Setting out aggravating factors, the judge said King was “motivated by hostility towards non-believers”, was in contact with other extremists, used aliases to hide his identity, and failed to heed warnings from his family and others in mosques.

In mitigation, Hossein Zahir KC said King is “immature” and the prospect that he would carry out either of his terrorist plans is “remote”.

The defence barrister argued that, despite incidents of “offensive and abusive” behaviour in custody, King is “slowly and steadily” disengaging from the excesses of extremism.

Commander Dominic Murphy, who leads the Met’s counter-terrorism command, said: “We had seen an escalation in Matthew King’s behaviour, in his reconnaissance, in his online activity.

“I genuinely believe this was an imminent terrorist attack. Without the public’s help and without the efficient investigation of my officers, officers from the eastern region and members of the intelligence community, we wouldn’t have been able to disrupt what, for me, was an imminent attack.”

Setting out the facts at a previous hearing, prosecutor Paul Jarvis had described how King had developed an “entrenched Islamist extremist mindset”.

In his early teens, King “dabbled with drugs” and was expelled from school after becoming aggressive, eventually leaving education entirely at the age of 16.

Around 2020, he became interested in Islam, began to attend mosques and watched Muslim videos on YouTube.

Matthew King court case
CCTV showing Matthew King on a railway station platform behind a police officer (Metropolitan Police/PA)

He had developed a friendship with a girl – identified in court only as Miss A – whom he met online.

He spoke of wanting to get his hands on an American or British Marine and told the girl: “I just wanna die a martyr.”

When Miss A appeared to support and encourage him, King responded: “I guess jihadi love is powerful. I just want to kill people.”

In further graphic chat, Miss A talked about torturing, mutilating and beheading a soldier and then cutting up the body parts.

As part of his terror attack planning, King had set up an online account with the retailer Knife Warehouse, searched for IS tactical training videos in the use of knives and bought “tactical gloves” and goggles.

On one occasion, he went into his sister’s bedroom dressed up in his combat outfit and asked if she liked his clothes.

Matthew King court case
A selfie taken by Matthew King showing him wearing his ‘special ops’ jacket (Metropolitan Police/PA)

Some of his hostile reconnaissance videos were overlaid with nasheeds – Islamic chants – and he posted on Snapchat: “Target acquired”.

Meanwhile, King had searched the internet for terrorist killers including the Manchester Arena bomber and Jihadi John.

While planning acts of terrorism in Britain, King had also expressed a desire to join Islamic State in Syria and sought advice on a WhatsApp group about the best way to get there.

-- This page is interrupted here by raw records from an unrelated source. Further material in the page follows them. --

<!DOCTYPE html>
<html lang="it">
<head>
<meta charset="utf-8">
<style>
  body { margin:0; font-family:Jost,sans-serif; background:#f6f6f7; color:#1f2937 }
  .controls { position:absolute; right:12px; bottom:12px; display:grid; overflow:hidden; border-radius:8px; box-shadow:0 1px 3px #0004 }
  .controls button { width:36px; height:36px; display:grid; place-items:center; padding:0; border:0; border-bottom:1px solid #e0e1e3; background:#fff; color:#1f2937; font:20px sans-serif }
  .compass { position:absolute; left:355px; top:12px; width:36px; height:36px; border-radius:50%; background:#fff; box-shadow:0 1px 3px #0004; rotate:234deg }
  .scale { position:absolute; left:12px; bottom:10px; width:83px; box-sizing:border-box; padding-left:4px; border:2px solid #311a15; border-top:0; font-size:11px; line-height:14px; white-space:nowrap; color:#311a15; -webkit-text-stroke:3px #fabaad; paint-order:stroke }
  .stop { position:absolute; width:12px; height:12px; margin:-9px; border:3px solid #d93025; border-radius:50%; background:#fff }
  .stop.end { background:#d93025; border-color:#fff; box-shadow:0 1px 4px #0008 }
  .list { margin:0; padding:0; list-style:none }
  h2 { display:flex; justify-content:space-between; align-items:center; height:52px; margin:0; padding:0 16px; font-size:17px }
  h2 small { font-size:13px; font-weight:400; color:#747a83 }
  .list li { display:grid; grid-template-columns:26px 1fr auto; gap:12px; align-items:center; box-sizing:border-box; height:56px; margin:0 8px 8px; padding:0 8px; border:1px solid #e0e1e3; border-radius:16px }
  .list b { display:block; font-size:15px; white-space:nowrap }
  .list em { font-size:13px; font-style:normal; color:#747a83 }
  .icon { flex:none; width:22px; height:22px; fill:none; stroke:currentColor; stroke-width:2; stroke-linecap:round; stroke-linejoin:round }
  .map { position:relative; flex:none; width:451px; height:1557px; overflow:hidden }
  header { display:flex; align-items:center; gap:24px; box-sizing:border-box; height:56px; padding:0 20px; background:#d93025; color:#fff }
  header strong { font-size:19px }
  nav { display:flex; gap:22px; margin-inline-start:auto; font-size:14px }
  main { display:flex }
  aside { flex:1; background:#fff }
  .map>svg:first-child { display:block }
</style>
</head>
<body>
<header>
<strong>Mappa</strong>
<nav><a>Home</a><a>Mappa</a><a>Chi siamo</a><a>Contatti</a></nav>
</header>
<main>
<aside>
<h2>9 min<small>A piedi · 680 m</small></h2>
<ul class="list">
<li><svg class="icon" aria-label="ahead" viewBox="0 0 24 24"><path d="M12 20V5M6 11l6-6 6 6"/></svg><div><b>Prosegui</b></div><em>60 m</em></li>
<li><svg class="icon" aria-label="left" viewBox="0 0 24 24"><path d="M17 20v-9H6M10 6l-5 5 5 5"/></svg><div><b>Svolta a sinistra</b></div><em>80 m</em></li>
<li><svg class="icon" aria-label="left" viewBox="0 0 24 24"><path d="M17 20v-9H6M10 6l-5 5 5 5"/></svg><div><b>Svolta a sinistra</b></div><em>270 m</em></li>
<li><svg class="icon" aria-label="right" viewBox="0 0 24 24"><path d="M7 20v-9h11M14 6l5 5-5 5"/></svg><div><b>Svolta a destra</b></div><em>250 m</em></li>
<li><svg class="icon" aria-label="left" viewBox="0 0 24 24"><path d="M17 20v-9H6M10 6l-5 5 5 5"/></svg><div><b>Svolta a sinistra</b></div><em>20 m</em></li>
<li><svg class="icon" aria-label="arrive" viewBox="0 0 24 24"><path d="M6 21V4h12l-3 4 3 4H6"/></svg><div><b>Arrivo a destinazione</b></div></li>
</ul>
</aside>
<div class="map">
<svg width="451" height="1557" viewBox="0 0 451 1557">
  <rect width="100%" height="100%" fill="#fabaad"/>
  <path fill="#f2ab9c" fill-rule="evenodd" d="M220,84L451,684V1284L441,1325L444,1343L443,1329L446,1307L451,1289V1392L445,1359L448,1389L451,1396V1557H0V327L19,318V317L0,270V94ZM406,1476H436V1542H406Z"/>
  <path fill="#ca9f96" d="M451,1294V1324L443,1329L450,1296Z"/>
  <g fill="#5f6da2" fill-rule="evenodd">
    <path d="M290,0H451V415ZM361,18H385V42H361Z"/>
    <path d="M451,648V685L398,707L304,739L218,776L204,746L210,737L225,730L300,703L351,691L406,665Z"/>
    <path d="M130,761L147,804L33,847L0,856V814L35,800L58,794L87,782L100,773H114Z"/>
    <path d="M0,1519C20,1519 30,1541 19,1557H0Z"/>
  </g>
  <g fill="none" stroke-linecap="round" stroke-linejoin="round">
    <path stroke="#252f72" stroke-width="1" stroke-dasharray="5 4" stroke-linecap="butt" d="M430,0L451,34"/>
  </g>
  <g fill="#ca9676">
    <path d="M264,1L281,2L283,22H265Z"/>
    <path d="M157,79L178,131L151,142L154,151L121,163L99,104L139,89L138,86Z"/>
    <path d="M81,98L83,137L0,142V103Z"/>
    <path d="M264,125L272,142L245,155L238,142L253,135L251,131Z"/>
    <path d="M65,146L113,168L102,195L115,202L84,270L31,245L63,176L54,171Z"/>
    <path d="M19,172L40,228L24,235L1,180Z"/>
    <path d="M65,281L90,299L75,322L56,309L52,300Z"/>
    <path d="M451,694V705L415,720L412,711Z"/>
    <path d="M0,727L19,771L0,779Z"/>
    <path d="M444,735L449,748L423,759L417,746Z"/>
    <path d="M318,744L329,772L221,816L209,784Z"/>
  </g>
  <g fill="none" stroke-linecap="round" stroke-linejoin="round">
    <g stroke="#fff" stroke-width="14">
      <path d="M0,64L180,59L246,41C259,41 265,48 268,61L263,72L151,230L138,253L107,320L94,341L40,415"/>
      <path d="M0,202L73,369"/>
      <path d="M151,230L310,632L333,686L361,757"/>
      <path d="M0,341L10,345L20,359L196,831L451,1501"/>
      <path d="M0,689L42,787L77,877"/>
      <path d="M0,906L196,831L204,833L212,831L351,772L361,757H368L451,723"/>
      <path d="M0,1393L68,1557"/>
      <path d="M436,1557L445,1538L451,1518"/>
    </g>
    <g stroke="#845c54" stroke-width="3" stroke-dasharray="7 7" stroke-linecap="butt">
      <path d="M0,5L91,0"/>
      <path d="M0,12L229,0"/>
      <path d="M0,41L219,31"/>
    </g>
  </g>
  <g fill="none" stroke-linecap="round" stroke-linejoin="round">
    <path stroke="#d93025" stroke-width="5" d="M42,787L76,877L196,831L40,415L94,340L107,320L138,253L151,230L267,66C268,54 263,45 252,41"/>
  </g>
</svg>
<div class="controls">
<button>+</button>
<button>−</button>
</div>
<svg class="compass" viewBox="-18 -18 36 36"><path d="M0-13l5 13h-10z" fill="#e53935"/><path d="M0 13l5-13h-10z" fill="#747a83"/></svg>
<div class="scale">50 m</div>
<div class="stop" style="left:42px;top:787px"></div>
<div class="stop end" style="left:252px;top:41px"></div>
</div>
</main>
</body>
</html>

Authorities were alerted after King posted on WhatsApp an image of a male holding a knife with the words: “Those who said that there is no jihad and no battle. They are lying!”

Matthew King court case
A pair of goggles, one of the items of ‘special ops’ clothing purchased by Matthew King (Metropolitan Police/PA)

He described his former Islamic name as “Abdul Kalashnikov” and told police: “The only thing which is black and white is the sharia, the law of Allah.”

King’s barrister told the court that more recent conversations with his supportive family showed signs that the defendant is turning away from his radical beliefs.

And in a prison phone call, King told his mother: “I’m not extreme anymore.”